Il reste pour nous un point d’interrogation. Vous nous parlez de « nodules » sur les avant-bras et dans le dos. Localisation exacte ? consistance ? coloration ? douloureux ou non ? Vous nous parlez aussi de « mycoses » au niveau des coudes. Si ces lésions sont situées non pas dans le pli du coude, mais à l’opposé, sur l’olécrane, on pourrait se demander s’il ne s’agit pas de lésions psoriasiques, ce qui pourrait remettre tout en question !

 

Je reviens à nouveau vers vous tout d’abord pour vous remercier pour votre réponse.
En ce qui concerne mes mycoses elles se situent sur l’oléocrane des coudes. Quant a mes nodules ils ne sont pas douloureux au toucher et les plus gros apparemment ne doivent pas faire 1 cm et se situent sur le dessus des bras plus exactement des avants bras et d’après ma kiné dans le dos. Ma dernière prise de sang révèle un taux de lymphocytes de 4300 mais étant fumeuse le médecin me dit que tout est normal. J’ai des antécédents d’arthrose dans ma famille. Sinon malgré la sensation de fièvre que je ressens le matin ma température est normale. En cas de douleurs les endroits douloureux sont très chauds. J’ai les doigts et les poignets qui gonflent le matin. Quant à la limitation fonctionnelle des articulations : je ne peux garder les bras en l’air (pour faire les vitres par ex) je ne peux pas lire un livre en étant assis cela me donne trop mal au cou, lorsque je descends d’une voiture j’ai très mal à la hanche, si j’écris trop longtemps j’ai mal aux avant bras, je fais du yoga et les exercices où on est debout et on doit se pencher vers la droite ou la gauche sont très douloureux, les mouvements avec les mains dans le dos tendues vers le haut sont impossibles ainsi que tout mouvement demandant un appui sur les bras  etc. Voilà tout ce que je pouvais vous préciser. Encore merci.

 

Dans votre second message, nous trouvons effectivement des arguments qui pourraient parler en faveur d’une polyarthrite rhumatoïde :

  • Prédominance matinale
  • Impression de chaleur sur les endroits douloureux
  • Tuméfaction matinale des poignets et des doigts
  • Douleurs à l’appui sur les bras (donc sur les mains ?)

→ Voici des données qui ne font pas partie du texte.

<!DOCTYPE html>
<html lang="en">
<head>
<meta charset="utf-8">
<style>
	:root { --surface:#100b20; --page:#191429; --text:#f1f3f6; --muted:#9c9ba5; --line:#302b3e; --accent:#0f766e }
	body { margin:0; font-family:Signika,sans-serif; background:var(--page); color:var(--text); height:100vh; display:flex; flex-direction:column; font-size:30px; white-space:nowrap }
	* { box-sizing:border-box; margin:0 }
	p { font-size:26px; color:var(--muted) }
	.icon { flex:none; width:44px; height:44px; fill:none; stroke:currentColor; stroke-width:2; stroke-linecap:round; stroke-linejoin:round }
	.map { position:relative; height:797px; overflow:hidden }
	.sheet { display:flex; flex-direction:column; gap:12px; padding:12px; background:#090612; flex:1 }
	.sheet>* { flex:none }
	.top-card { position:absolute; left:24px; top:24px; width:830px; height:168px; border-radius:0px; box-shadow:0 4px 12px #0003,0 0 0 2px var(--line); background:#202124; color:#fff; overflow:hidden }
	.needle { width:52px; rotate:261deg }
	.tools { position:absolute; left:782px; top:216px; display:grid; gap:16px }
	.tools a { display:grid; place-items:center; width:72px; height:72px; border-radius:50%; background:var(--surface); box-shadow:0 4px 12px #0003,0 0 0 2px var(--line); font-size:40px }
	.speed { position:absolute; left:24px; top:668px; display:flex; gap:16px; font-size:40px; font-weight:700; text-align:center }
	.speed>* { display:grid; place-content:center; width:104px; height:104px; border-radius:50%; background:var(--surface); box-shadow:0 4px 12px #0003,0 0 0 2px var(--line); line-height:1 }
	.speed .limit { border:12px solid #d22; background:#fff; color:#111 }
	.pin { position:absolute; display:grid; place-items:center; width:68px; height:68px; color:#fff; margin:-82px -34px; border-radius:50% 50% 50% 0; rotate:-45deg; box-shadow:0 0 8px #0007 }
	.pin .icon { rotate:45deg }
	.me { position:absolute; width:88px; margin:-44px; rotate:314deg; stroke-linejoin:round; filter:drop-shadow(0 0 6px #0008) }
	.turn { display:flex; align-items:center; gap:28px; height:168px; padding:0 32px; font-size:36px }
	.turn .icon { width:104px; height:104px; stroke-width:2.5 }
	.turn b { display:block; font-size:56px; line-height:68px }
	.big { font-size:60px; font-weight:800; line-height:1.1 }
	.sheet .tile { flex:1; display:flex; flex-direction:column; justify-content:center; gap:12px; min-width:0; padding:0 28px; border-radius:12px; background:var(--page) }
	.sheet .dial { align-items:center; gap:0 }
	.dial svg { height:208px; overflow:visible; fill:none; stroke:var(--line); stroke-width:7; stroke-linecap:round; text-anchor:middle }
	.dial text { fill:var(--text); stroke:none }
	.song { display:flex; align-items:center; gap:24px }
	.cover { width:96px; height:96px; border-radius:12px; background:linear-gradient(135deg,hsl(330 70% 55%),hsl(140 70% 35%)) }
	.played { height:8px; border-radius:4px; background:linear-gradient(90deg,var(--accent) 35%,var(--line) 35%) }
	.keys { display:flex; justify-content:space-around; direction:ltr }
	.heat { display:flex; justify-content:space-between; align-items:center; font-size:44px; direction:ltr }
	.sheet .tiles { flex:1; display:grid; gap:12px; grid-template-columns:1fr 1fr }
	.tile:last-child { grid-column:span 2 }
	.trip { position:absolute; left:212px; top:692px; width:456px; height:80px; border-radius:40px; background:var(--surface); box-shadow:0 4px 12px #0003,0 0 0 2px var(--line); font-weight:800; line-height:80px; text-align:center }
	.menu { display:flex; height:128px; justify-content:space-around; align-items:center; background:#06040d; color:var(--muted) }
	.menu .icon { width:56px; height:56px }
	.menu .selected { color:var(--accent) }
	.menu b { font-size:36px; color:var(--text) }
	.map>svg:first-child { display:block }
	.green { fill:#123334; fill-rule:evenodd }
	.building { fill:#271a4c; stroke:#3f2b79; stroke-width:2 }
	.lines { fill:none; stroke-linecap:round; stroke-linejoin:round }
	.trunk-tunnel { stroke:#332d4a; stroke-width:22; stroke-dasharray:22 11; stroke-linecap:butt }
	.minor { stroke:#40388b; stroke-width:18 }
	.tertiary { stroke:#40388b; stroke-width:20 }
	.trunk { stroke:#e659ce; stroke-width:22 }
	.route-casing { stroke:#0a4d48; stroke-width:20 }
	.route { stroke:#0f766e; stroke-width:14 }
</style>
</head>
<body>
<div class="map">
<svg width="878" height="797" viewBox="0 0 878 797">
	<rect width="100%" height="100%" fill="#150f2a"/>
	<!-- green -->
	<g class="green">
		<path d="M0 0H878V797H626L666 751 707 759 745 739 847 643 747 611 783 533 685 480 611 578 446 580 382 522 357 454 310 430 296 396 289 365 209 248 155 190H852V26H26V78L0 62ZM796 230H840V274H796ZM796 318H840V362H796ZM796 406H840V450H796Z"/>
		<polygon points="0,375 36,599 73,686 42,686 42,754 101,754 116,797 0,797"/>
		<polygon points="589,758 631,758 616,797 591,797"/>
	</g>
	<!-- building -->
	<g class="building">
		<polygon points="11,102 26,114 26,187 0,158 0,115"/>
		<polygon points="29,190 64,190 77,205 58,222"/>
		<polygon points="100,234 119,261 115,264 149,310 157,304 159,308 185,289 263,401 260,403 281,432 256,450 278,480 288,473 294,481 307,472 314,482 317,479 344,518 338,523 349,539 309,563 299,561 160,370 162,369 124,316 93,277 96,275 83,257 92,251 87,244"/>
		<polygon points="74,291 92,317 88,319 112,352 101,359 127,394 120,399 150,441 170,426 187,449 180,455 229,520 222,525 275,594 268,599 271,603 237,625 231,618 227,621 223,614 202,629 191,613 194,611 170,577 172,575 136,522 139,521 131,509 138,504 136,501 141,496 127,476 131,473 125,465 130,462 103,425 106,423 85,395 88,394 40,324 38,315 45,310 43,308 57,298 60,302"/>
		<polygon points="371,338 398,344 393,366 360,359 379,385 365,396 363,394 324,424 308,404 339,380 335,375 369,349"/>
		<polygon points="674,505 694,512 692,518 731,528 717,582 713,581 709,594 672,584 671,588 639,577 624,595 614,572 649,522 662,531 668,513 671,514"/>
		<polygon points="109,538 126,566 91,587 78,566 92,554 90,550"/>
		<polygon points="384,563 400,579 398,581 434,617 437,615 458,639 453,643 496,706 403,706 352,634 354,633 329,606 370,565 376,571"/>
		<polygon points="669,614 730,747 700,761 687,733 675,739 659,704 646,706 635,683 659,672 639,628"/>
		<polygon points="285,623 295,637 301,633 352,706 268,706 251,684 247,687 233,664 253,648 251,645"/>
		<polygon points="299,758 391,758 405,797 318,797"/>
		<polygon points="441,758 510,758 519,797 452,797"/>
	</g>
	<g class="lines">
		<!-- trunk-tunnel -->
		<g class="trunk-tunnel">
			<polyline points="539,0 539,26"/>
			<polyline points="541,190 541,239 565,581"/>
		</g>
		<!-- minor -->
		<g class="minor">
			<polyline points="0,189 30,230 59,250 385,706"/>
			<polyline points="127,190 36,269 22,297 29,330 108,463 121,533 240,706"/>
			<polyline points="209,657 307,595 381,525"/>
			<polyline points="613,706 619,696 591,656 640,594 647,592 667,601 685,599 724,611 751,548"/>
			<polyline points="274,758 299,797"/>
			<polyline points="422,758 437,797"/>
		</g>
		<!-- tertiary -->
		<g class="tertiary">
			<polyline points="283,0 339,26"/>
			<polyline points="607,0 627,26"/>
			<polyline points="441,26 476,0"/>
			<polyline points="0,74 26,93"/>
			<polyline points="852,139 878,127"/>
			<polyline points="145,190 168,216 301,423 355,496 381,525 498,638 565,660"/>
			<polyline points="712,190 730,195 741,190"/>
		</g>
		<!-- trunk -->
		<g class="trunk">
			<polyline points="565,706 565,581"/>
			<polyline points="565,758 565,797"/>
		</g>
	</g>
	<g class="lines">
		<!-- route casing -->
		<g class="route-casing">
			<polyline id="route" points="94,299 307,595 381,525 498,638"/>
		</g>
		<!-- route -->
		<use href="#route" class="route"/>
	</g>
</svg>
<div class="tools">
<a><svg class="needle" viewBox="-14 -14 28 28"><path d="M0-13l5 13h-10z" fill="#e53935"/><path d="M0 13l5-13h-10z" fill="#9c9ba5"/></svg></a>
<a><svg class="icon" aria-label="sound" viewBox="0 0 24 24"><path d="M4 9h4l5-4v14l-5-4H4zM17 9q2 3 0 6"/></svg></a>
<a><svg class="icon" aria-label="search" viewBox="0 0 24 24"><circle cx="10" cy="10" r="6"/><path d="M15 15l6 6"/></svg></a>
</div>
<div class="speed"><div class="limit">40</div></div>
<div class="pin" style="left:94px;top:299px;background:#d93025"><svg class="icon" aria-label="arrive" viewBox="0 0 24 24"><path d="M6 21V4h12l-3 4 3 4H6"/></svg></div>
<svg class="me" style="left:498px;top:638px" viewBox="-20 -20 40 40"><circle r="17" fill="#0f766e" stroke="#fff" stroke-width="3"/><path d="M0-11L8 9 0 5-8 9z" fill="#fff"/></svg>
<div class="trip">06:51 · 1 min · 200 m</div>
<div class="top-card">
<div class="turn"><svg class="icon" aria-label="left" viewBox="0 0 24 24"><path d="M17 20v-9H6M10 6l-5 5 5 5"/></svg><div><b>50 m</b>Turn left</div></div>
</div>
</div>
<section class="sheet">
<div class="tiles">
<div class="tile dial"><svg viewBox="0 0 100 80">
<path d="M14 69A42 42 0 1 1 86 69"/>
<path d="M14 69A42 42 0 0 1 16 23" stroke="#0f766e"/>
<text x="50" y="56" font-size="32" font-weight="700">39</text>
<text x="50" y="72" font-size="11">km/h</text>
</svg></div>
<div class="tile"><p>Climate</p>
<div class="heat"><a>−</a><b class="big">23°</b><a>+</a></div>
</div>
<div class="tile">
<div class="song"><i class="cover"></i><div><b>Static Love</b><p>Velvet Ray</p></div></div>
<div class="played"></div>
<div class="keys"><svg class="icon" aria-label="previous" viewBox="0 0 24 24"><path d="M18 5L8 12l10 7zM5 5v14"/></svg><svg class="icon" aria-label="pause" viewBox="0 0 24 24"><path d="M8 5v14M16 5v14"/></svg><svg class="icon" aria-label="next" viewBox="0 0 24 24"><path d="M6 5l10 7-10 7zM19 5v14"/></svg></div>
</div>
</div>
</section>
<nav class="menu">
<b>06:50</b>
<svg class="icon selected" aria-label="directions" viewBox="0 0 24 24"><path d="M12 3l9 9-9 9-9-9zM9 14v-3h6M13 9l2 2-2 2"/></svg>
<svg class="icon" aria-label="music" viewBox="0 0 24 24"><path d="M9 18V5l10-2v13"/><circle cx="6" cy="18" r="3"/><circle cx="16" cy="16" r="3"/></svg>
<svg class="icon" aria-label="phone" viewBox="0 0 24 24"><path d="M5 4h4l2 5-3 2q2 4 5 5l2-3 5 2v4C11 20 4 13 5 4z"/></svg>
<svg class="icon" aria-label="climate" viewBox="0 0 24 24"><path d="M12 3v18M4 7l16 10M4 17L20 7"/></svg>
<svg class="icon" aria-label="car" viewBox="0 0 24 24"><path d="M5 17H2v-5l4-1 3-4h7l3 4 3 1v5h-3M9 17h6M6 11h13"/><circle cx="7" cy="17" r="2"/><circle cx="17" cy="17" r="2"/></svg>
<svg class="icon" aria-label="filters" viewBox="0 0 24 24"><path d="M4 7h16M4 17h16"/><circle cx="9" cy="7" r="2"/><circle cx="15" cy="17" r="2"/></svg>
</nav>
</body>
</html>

En revanche, la localisation que vous nous indiquez pour les « nodules » ne correspond pas à celle des nodules rhumatoïdes (qui ne se manifestent pas d’ailleurs au début d’une polyarthrite).

En ce qui concerne les « mycoses » par contre, la localisation des lésions sur les olécranes nous oriente bien plutôt sur des lésions psoriasiques. Il faut vous proposer de montrer ces lésions à un dermatologue : si ce diagnostic est confirmé, ce serait un argument de plus pour une polyarthrite, dont on sait qu’elle peut être associée au psoriasis cutané (on parle alors d’arthrite psoriasique, dans laquelle une localisation rachidienne est aussi possible).

Il est bien évident que, à côté de ces arguments « cliniques », il faudrait rechercher des arguments biologiques (VS, CRP, facteur rhumatoïde, anti-CCP) et surtout des arguments radiologiques  (mains), avec si nécessaire un complément par IRM.